Records contained in a dataset
------------------------------------------------------------

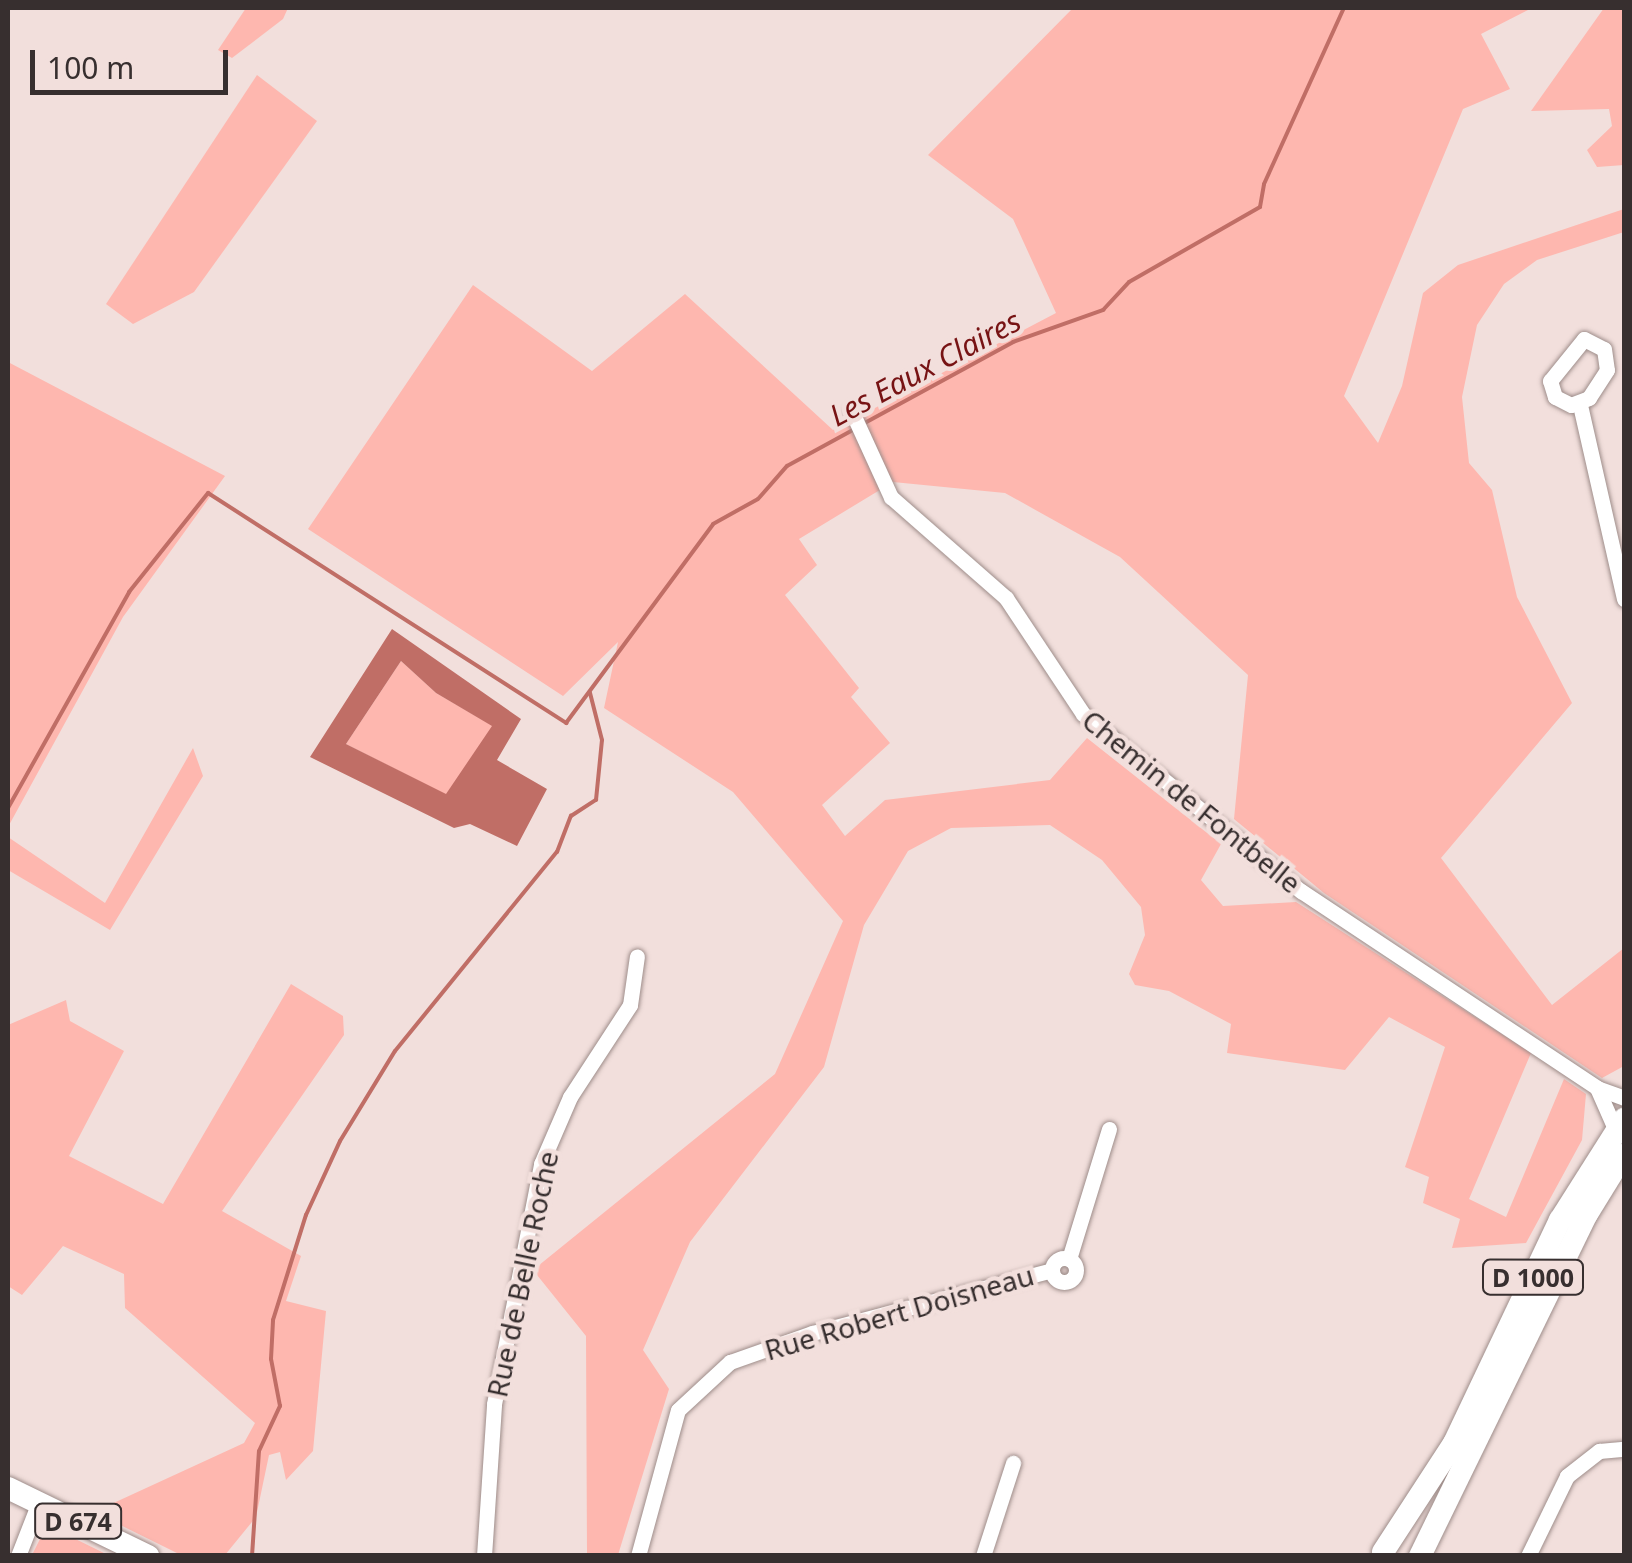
<!DOCTYPE html>
<style>
body{margin:0}
#map{position:relative;width:1632px;height:1563px;overflow:hidden;background:#f2dfdc;font-family:"Noto Sans",sans-serif}
div>[style]{position:absolute}
.green>*{inset:0;background:#feb7af}
.water>*{inset:0;background:#c06e66}
.stream>*{height:4px;margin:-2px;padding:0 2px;transform-origin:2px;border-radius:2px;background:#c06e66}
.roads{filter:drop-shadow(0 0 2px #9e8d8a) drop-shadow(0 0 2px #9e8d8a)}
.street>*{height:15px;margin:-7.5px;padding:0 7.5px;transform-origin:7.5px;border-radius:7.5px;background:#fff}
.street>.ring{margin:-7.5px;padding:0;box-sizing:content-box;background:none;border:15px solid #fff;border-radius:50%}
.primary>*{height:22px;margin:-11px;padding:0 11px;transform-origin:11px;border-radius:11px;background:#fff}
span{translate:-50% -50%;white-space:nowrap;text-align:center;line-height:1.15;-webkit-text-stroke:9px #f2dfdc;paint-order:stroke}
.shield-label span{padding:2px 8px;background:#f2dfdc;border:2px solid;border-radius:8px;-webkit-text-stroke-width:0}
.shield-label{font-size:25px;color:#372f2f;font-weight:700}
.street-label{font-size:28px;color:#372f2f}
.water-label{font-size:30px;color:#771314;font-style:italic}
.frame{position:absolute;inset:0;border:10px solid #372f2f;pointer-events:none}
.scale{position:absolute;left:30px;top:50px;width:198px;height:45px;box-sizing:border-box;border:5px solid #372f2f;border-top:0;padding-left:12px;font-size:30px;line-height:35px;white-space:nowrap;color:#372f2f;-webkit-text-stroke:8px #f2dfdc;paint-order:stroke}
</style>
<div id="map">
<div class="green">
<div style="clip-path:polygon(246px 8px,288px 8px,283px 19px,232px 58px,218px 50px)"></div>
<div style="clip-path:polygon(1073px 8px,1532px 8px,1481px 34px,1510px 89px,1463px 109px,1344px 396px,1378px 443px,1402px 386px,1423px 293px,1458px 265px,1624px 209px,1624px 232px,1537px 260px,1504px 284px,1477px 325px,1462px 397px,1469px 463px,1492px 490px,1517px 597px,1572px 703px,1441px 858px,1552px 1005px,1624px 948px,1624px 1066px,1602px 1078px,1324px 893px,1234px 819px,1248px 675px,1120px 557px,1005px 493px,893px 482px,799px 539px,817px 565px,785px 595px,859px 688px,851px 697px,890px 743px,822px 805px,845px 836px,885px 800px,1050px 780px,1087px 738px,1221px 844px,1201px 880px,1223px 906px,1296px 902px,1531px 1053px,1469px 1199px,1506px 1217px,1564px 1079px,1586px 1094px,1582px 1140px,1526px 1243px,1452px 1248px,1460px 1219px,1423px 1203px,1429px 1177px,1405px 1167px,1445px 1047px,1389px 1017px,1345px 1070px,1227px 1053px,1231px 1024px,1169px 991px,1135px 985px,1129px 974px,1145px 935px,1141px 907px,1102px 860px,1050px 825px,951px 828px,908px 851px,864px 925px,824px 1067px,690px 1242px,643px 1350px,669px 1389px,618px 1555px,587px 1555px,586px 1336px,533px 1270px,775px 1074px,843px 921px,733px 792px,604px 708px,618px 642px,563px 696px,308px 529px,473px 285px,592px 371px,685px 294px,833px 430px,1056px 313px,1013px 219px,928px 155px)"></div>
<div style="clip-path:polygon(1604px 8px,1624px 8px,1624px 165px,1597px 167px,1587px 150px,1612px 126px,1609px 109px,1531px 111px)"></div>
<div style="clip-path:polygon(257px 75px,317px 121px,194px 292px,133px 324px,106px 304px)"></div>
<div style="clip-path:polygon(8px 362px,225px 476px,123px 617px,8px 827px)"></div>
<div style="clip-path:polygon(401px 661px,436px 693px,493px 726px,446px 795px,346px 744px)"></div>
<div style="clip-path:polygon(193px 748px,203px 776px,110px 930px,8px 870px,8px 837px,105px 903px)"></div>
<div style="clip-path:polygon(291px 984px,343px 1016px,344px 1035px,222px 1211px,301px 1256px,286px 1301px,326px 1311px,313px 1451px,286px 1480px,280px 1452px,269px 1455px,256px 1517px,225px 1555px,181px 1555px,94px 1512px,244px 1443px,255px 1423px,125px 1308px,124px 1274px,63px 1246px,22px 1295px,8px 1286px,8px 1025px,66px 1000px,70px 1021px,124px 1051px,69px 1156px,163px 1204px)"></div>
<div style="clip-path:polygon(47px 1525px,108px 1555px,32px 1555px)"></div>
</div>
<div class="water">
<div style="clip-path:polygon(evenodd,392px 629px,521px 719px,497px 760px,547px 789px,517px 846px,470px 824px,454px 828px,310px 757px,392px 629px,401px 661px,436px 693px,492px 726px,446px 794px,346px 744px,401px 661px)"></div>
</div>
<div class="stream">
<div style="left:861px;top:425px;width:173px;rotate:-28.6deg"></div>
<div style="left:1013px;top:342px;width:96px;rotate:-19.6deg"></div>
<div style="left:1103px;top:310px;width:38px;rotate:-47deg"></div>
<div style="left:1129px;top:282px;width:151px;rotate:-29.8deg"></div>
<div style="left:1260px;top:207px;width:23px;rotate:-80deg"></div>
<div style="left:1264px;top:184px;width:193px;rotate:-65.6deg"></div>
<div style="left:8px;top:808px;width:248px;rotate:-60.7deg"></div>
<div style="left:129px;top:592px;width:127px;rotate:-51.4deg"></div>
<div style="left:208px;top:493px;width:426px;rotate:32.7deg"></div>
<div style="left:566px;top:723px;width:247px;rotate:-53.5deg"></div>
<div style="left:713px;top:524px;width:51px;rotate:-29.1deg"></div>
<div style="left:758px;top:499px;width:44px;rotate:-48.7deg"></div>
<div style="left:787px;top:466px;width:75px;rotate:-28.6deg"></div>
<div style="left:252px;top:1556px;width:105px;rotate:-86.2deg"></div>
<div style="left:259px;top:1451px;width:50px;rotate:-65deg"></div>
<div style="left:280px;top:1406px;width:48px;rotate:-100.8deg"></div>
<div style="left:271px;top:1359px;width:39px;rotate:-87deg"></div>
<div style="left:273px;top:1320px;width:110px;rotate:-72.6deg"></div>
<div style="left:306px;top:1215px;width:81px;rotate:-65.3deg"></div>
<div style="left:340px;top:1141px;width:105px;rotate:-58.6deg"></div>
<div style="left:395px;top:1051px;width:257px;rotate:-50.9deg"></div>
<div style="left:557px;top:852px;width:39px;rotate:-69deg"></div>
<div style="left:571px;top:816px;width:30px;rotate:-33deg"></div>
<div style="left:596px;top:800px;width:60px;rotate:-84.3deg"></div>
<div style="left:602px;top:740px;width:49px;rotate:-104.3deg"></div>
</div>
<div class="roads">
<div class="street">
<div style="left:1584px;top:339px;width:22px;rotate:27deg"></div>
<div style="left:1604px;top:349px;width:21px;rotate:82deg"></div>
<div style="left:1607px;top:370px;width:33px;rotate:123deg"></div>
<div style="left:1589px;top:398px;width:19px;rotate:159deg"></div>
<div style="left:1571px;top:405px;width:18px;rotate:-153deg"></div>
<div style="left:1555px;top:397px;width:17px;rotate:-107deg"></div>
<div style="left:1550px;top:381px;width:54px;rotate:-51deg"></div>
<div style="left:1580px;top:405px;width:199px;rotate:77.2deg"></div>
<div style="left:852px;top:412px;width:94px;rotate:65.4deg"></div>
<div style="left:891px;top:497px;width:153px;rotate:41.3deg"></div>
<div style="left:1006px;top:598px;width:139px;rotate:56.4deg"></div>
<div style="left:1083px;top:714px;width:281px;rotate:39.1deg"></div>
<div style="left:1301px;top:891px;width:356px;rotate:33.6deg"></div>
<div style="left:1597px;top:1088px;width:29px;rotate:20deg"></div>
<div style="left:1597px;top:1088px;width:47px;rotate:66.2deg"></div>
<div class="ring" style="left:1052px;top:1258px;width:9px;height:9px"></div>
<div style="left:1069px;top:1259px;width:136px;rotate:-72.9deg"></div>
<div style="left:18px;top:1556px;width:58px;rotate:-68.7deg"></div>
<div style="left:484px;top:1556px;width:152px;rotate:-86.2deg"></div>
<div style="left:494px;top:1404px;width:245px;rotate:-78.9deg"></div>
<div style="left:541px;top:1164px;width:73px;rotate:-66.6deg"></div>
<div style="left:570px;top:1097px;width:110px;rotate:-56.9deg"></div>
<div style="left:630px;top:1005px;width:49px;rotate:-81.9deg"></div>
<div style="left:638px;top:1556px;width:151px;rotate:-74.7deg"></div>
<div style="left:678px;top:1410px;width:71px;rotate:-42.7deg"></div>
<div style="left:730px;top:1362px;width:87px;rotate:-19.5deg"></div>
<div style="left:812px;top:1333px;width:248px;rotate:-14.7deg"></div>
<div style="left:983px;top:1556px;width:98px;rotate:-72.1deg"></div>
<div style="left:1528px;top:1556px;width:89px;rotate:-64deg"></div>
<div style="left:1567px;top:1476px;width:41px;rotate:-38deg"></div>
<div style="left:1599px;top:1451px;width:25px;rotate:-5deg"></div>
</div>
<div class="primary">
<div style="left:8px;top:1488px;width:156px;rotate:25.9deg"></div>
<div style="left:1383px;top:1552px;width:130px;rotate:-56.9deg"></div>
<div style="left:1454px;top:1443px;width:247px;rotate:-64.6deg"></div>
<div style="left:1560px;top:1220px;width:120px;rotate:-57.6deg"></div>
<div style="left:1420px;top:1556px;width:381px;rotate:-64deg"></div>
<div style="left:1587px;top:1214px;width:70px;rotate:-58.3deg"></div>
</div>
</div>
<div class="shield-label">
<span style="left:1533px;top:1277px">D 1000</span>
<span style="left:78px;top:1521px">D 674</span>
</div>
<div class="street-label">
<span style="left:1192px;top:801px;rotate:39deg">Chemin de Fontbelle</span>
<span style="left:522px;top:1274px;rotate:-78deg">Rue de Belle Roche</span>
<span style="left:899px;top:1312px;rotate:-16deg">Rue Robert Doisneau</span>
</div>
<div class="water-label">
<span style="left:925px;top:368px;rotate:-28deg">Les Eaux Claires</span>
</div>
<div class="frame"></div>
<div class="scale">100 m</div>
</div>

------------------------------------------------------------

## About this exercise
Wherever a line of the data above contains "primary", copy that line.

## Answer to the exercise
.primary>*{height:22px;margin:-11px;padding:0 11px;transform-origin:11px;border-radius:11px;background:#fff}
<div class="primary">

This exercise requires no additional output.